## [WHAT TO PRODUCE]
All that is wanted is the exact lines from the first line of the data below through the line with "position:absolute; right:24px; bottom:24px;", both ends included, with pictures omitted.

(Dataset items)
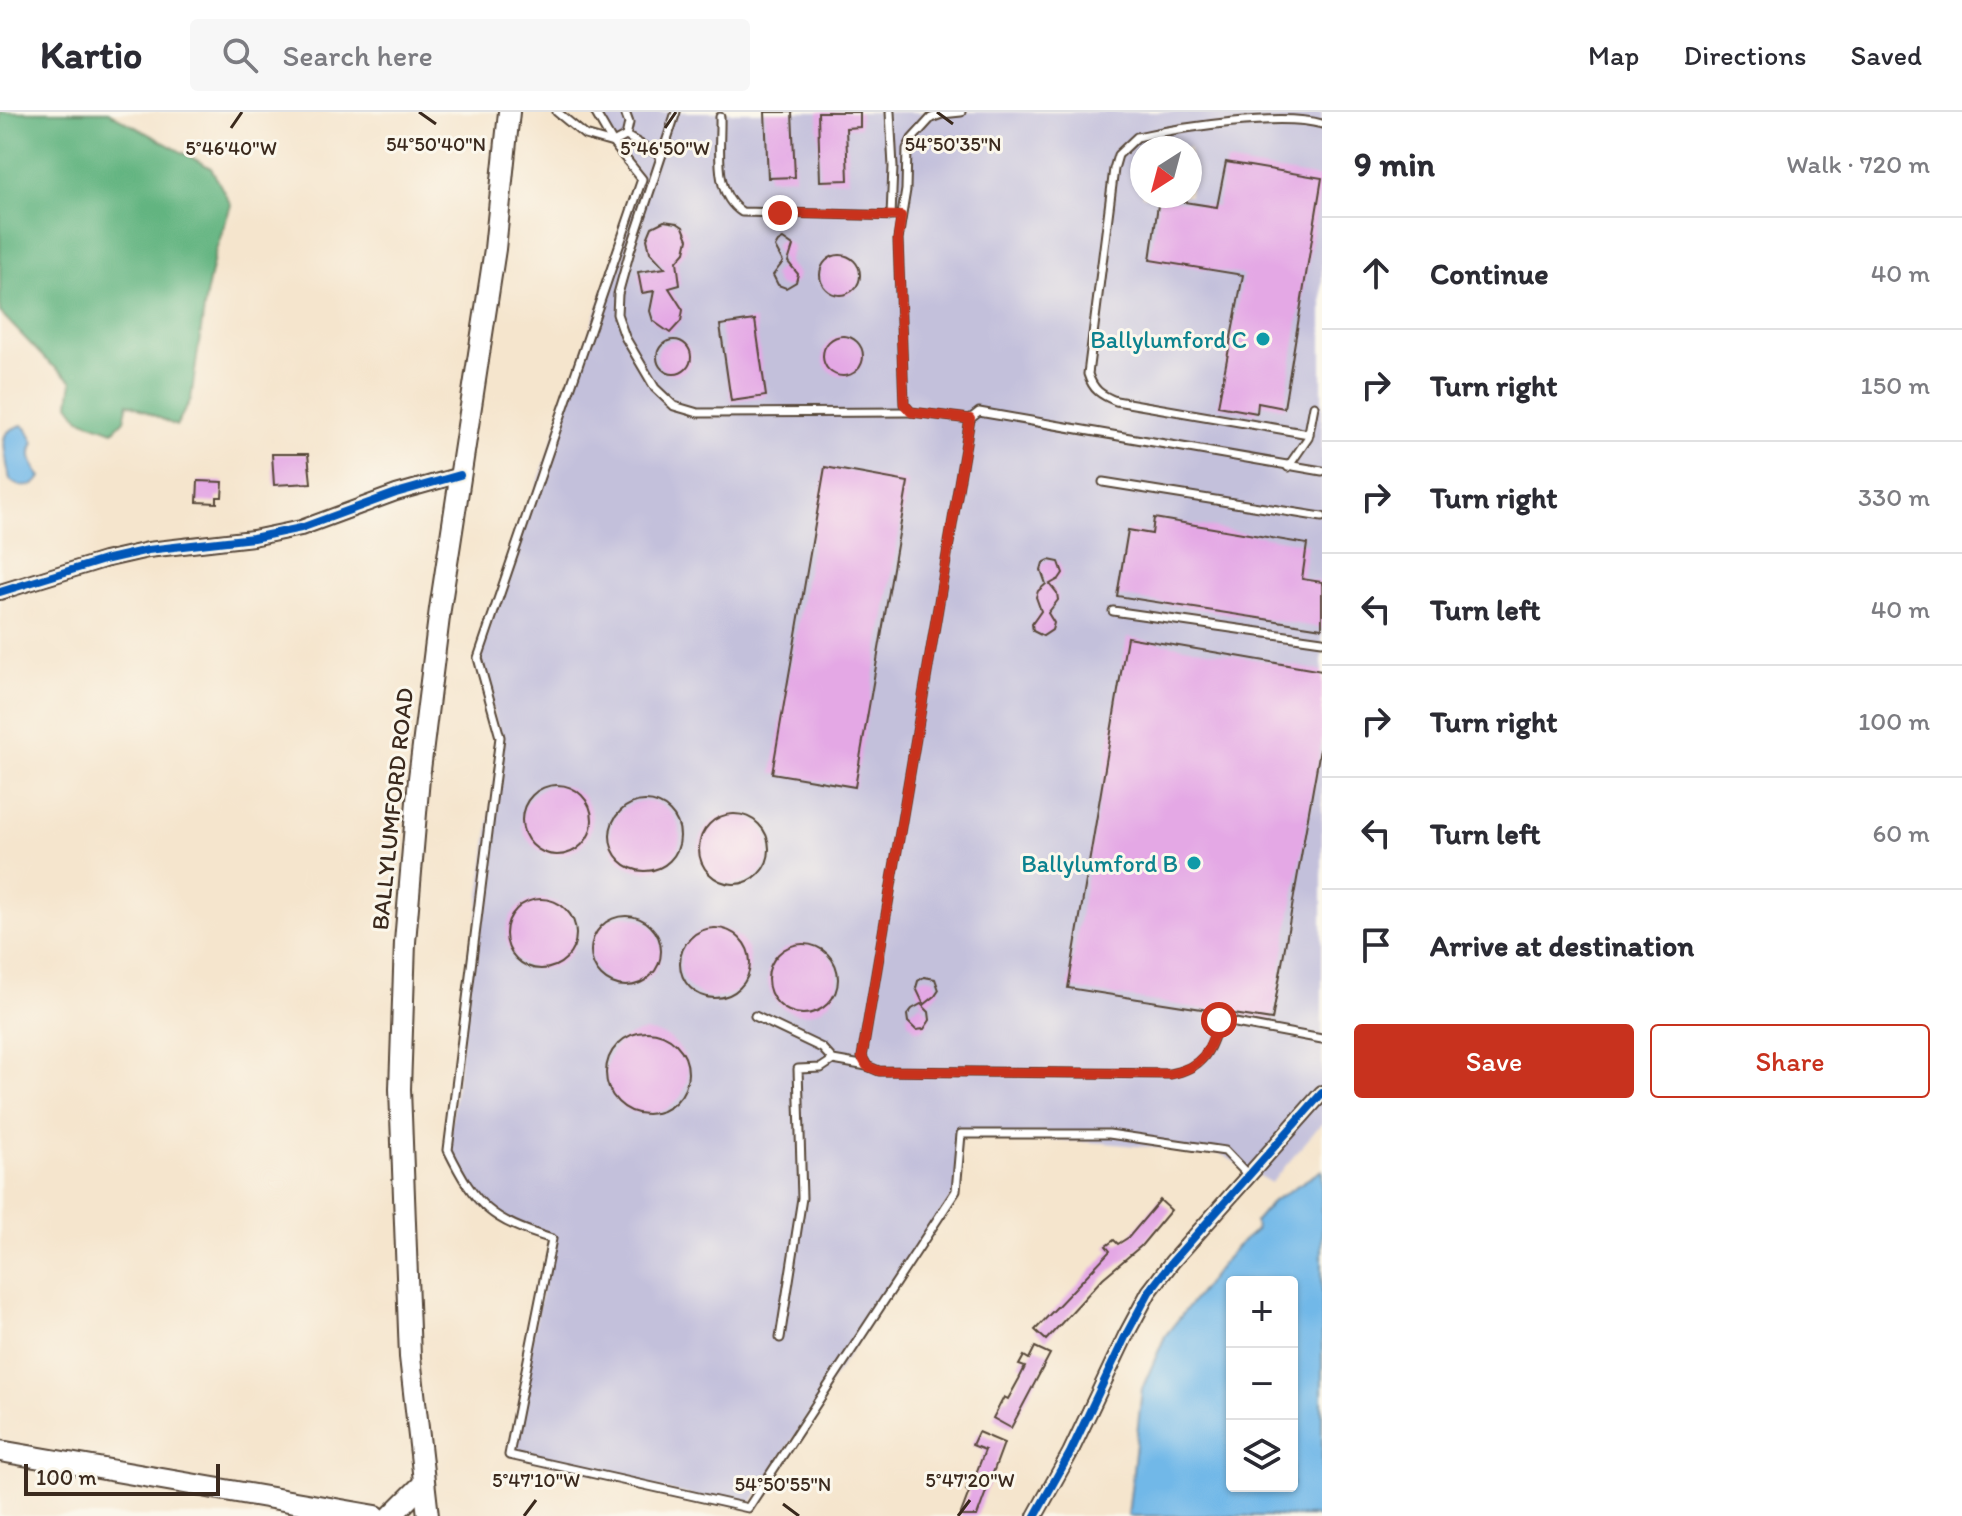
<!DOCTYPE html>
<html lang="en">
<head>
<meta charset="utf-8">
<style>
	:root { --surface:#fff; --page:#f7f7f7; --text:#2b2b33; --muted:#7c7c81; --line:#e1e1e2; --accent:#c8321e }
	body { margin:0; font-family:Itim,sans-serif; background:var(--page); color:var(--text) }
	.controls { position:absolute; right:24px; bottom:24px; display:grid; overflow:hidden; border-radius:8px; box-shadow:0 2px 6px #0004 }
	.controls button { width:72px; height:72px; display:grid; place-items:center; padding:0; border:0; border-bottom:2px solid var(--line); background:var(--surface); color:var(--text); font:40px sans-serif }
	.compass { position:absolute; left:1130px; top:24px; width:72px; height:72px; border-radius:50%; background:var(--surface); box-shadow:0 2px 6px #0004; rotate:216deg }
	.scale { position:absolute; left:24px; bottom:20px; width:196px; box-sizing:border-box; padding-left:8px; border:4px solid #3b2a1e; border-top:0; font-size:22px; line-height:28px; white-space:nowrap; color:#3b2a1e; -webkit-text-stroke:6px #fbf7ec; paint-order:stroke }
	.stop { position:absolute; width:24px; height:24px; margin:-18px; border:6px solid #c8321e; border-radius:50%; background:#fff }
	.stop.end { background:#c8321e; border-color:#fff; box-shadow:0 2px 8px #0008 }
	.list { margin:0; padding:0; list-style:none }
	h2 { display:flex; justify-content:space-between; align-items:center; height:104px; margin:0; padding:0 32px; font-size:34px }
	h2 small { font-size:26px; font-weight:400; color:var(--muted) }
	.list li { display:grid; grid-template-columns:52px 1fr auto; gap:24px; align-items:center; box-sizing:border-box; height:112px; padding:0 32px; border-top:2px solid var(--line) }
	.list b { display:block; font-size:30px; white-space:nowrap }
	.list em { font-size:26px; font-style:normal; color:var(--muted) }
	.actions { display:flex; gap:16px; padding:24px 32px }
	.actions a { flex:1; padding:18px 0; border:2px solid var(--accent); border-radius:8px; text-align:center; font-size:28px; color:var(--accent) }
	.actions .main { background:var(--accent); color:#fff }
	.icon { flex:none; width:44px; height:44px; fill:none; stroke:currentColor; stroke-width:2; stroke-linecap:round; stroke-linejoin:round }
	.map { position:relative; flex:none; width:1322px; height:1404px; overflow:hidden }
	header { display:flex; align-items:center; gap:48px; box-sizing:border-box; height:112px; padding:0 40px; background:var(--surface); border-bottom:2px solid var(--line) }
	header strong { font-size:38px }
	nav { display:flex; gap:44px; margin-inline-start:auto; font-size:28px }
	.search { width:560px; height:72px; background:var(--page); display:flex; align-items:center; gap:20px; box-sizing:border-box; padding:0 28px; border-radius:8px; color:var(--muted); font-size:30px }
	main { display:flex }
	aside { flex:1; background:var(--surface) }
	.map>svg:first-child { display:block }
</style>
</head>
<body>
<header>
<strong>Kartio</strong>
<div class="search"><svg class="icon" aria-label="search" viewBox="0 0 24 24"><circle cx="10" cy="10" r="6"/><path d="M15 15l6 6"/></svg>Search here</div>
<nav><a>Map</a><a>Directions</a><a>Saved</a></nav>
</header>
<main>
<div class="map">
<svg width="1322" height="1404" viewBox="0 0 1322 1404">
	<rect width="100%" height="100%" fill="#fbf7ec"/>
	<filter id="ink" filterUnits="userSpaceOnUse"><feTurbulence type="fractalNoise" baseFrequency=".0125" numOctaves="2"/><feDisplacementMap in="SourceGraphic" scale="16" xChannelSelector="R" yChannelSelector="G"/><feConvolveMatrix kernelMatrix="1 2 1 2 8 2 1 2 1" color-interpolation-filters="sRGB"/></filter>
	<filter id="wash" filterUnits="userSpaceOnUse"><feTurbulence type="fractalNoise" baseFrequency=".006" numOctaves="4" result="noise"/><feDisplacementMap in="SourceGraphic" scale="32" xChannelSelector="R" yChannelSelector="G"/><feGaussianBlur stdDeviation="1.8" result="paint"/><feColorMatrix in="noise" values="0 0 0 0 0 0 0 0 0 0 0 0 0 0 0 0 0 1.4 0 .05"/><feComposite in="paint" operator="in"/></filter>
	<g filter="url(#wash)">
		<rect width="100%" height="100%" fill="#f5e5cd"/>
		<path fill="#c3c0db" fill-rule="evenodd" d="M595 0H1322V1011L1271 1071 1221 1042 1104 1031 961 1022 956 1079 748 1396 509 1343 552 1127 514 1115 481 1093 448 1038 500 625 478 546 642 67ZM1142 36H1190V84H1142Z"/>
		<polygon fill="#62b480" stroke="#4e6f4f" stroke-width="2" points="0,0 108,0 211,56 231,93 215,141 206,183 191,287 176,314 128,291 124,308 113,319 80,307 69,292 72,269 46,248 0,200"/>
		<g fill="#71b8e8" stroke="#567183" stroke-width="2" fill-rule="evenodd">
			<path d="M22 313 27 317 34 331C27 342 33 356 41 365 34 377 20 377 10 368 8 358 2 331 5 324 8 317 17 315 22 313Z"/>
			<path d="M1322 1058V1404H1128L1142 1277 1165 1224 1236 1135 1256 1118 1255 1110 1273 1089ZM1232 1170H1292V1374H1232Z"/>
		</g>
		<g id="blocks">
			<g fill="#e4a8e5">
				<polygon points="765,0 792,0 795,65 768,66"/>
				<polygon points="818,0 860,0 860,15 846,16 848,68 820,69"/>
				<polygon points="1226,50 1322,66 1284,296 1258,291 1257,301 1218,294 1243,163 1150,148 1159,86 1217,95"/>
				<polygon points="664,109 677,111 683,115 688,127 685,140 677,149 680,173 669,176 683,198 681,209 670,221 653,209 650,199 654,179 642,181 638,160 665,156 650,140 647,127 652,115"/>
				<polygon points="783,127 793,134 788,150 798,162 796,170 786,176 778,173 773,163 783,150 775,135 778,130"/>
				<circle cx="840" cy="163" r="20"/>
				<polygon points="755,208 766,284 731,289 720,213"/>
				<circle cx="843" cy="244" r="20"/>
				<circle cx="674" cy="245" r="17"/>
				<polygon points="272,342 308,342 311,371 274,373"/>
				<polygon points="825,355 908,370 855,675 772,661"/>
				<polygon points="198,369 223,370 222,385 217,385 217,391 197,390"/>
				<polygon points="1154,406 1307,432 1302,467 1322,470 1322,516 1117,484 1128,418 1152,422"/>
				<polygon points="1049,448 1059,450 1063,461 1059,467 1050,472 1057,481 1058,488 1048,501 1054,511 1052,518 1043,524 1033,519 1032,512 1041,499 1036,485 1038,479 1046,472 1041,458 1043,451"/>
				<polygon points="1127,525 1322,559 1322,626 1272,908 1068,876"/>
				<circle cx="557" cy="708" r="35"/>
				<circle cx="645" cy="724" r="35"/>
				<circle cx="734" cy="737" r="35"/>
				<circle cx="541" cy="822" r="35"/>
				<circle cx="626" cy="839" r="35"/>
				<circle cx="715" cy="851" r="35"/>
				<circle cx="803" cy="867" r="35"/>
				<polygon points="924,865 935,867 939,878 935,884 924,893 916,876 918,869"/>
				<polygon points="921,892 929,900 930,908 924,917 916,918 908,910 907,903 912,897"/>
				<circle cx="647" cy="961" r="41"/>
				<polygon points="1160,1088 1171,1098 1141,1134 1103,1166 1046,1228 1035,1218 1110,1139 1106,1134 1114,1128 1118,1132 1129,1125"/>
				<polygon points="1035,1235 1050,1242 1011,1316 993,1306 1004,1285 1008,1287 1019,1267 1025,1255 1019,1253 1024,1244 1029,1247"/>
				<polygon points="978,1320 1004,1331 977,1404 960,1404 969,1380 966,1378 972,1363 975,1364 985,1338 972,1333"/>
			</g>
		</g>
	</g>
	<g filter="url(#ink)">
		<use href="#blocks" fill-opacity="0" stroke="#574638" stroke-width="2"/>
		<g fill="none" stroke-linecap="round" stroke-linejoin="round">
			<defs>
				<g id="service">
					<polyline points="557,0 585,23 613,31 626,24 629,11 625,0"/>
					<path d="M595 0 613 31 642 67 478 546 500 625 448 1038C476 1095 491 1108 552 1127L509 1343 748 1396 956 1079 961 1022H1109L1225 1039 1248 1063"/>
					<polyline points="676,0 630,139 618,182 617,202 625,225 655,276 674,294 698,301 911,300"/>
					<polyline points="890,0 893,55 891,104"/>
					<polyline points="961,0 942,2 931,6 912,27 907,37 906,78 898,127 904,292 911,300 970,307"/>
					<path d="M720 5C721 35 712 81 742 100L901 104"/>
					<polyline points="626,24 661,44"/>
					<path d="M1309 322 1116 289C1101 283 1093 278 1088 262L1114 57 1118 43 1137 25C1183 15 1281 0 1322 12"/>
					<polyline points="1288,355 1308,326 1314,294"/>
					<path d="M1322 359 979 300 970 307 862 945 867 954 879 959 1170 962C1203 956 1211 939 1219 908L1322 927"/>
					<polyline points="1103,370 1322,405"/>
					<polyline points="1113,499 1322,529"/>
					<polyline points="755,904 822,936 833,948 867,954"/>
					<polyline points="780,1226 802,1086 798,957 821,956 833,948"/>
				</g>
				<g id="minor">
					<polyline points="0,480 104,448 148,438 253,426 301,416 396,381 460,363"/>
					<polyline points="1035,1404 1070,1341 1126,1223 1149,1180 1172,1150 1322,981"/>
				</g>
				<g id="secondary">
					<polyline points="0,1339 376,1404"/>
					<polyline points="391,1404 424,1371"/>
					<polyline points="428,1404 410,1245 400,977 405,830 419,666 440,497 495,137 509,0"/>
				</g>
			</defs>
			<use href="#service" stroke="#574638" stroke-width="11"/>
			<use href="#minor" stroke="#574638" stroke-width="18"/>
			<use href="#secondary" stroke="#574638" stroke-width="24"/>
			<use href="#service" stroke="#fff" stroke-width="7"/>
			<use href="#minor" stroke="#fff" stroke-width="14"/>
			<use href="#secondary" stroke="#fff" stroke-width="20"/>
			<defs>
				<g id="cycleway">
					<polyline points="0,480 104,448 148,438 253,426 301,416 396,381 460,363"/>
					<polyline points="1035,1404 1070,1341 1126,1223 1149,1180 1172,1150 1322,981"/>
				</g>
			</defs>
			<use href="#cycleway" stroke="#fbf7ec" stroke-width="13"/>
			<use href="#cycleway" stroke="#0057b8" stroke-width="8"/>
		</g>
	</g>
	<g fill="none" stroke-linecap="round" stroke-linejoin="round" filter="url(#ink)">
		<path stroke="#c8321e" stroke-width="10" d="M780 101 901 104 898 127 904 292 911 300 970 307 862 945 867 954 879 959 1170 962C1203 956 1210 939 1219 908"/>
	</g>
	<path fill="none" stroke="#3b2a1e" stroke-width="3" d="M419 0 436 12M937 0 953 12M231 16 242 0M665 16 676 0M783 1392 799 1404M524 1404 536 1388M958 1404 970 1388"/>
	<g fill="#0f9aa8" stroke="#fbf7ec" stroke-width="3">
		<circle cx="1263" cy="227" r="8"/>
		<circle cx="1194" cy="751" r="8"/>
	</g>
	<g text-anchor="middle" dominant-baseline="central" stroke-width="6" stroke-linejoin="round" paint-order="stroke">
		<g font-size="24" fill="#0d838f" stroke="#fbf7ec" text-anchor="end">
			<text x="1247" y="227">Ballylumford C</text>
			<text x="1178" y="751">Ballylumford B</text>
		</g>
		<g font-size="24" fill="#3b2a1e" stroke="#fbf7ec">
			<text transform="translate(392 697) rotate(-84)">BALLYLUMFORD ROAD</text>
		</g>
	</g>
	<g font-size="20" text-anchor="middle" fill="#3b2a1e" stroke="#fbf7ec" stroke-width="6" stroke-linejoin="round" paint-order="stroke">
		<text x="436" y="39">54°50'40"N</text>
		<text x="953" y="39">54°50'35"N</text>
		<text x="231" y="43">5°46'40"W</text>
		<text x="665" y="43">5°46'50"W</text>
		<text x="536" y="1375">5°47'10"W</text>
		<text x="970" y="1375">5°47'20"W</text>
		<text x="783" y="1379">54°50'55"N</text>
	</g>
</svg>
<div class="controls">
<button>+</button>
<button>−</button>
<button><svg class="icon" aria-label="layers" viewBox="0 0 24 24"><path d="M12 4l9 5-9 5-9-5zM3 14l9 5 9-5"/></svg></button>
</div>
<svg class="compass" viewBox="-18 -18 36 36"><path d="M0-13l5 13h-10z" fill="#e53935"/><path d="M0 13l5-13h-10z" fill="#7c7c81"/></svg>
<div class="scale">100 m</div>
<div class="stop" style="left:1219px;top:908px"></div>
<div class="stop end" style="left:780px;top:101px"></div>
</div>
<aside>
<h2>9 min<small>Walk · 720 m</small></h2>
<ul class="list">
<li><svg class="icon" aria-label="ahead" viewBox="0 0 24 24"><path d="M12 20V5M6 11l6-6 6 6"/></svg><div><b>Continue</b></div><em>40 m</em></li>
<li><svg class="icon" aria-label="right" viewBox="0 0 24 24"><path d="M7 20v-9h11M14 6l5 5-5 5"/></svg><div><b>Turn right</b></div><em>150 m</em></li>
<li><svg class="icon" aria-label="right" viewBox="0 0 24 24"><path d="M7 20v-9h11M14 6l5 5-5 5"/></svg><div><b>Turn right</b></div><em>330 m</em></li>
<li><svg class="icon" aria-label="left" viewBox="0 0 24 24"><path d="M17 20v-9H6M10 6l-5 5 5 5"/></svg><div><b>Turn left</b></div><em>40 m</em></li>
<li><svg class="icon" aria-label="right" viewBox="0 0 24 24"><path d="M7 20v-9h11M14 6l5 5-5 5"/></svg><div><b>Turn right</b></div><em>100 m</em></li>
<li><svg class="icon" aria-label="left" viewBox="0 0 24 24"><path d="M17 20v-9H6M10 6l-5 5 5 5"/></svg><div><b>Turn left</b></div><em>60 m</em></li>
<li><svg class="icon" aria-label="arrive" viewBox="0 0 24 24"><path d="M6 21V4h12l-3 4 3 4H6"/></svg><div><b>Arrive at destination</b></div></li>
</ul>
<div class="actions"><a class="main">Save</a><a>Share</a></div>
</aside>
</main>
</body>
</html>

## [SOLVED PROBLEM]
<!DOCTYPE html>
<html lang="en">
<head>
<meta charset="utf-8">
<style>
	:root { --surface:#fff; --page:#f7f7f7; --text:#2b2b33; --muted:#7c7c81; --line:#e1e1e2; --accent:#c8321e }
	body { margin:0; font-family:Itim,sans-serif; background:var(--page); color:var(--text) }
	.controls { position:absolute; right:24px; bottom:24px; display:grid; overflow:hidden; border-radius:8px; box-shadow:0 2px 6px #0004 }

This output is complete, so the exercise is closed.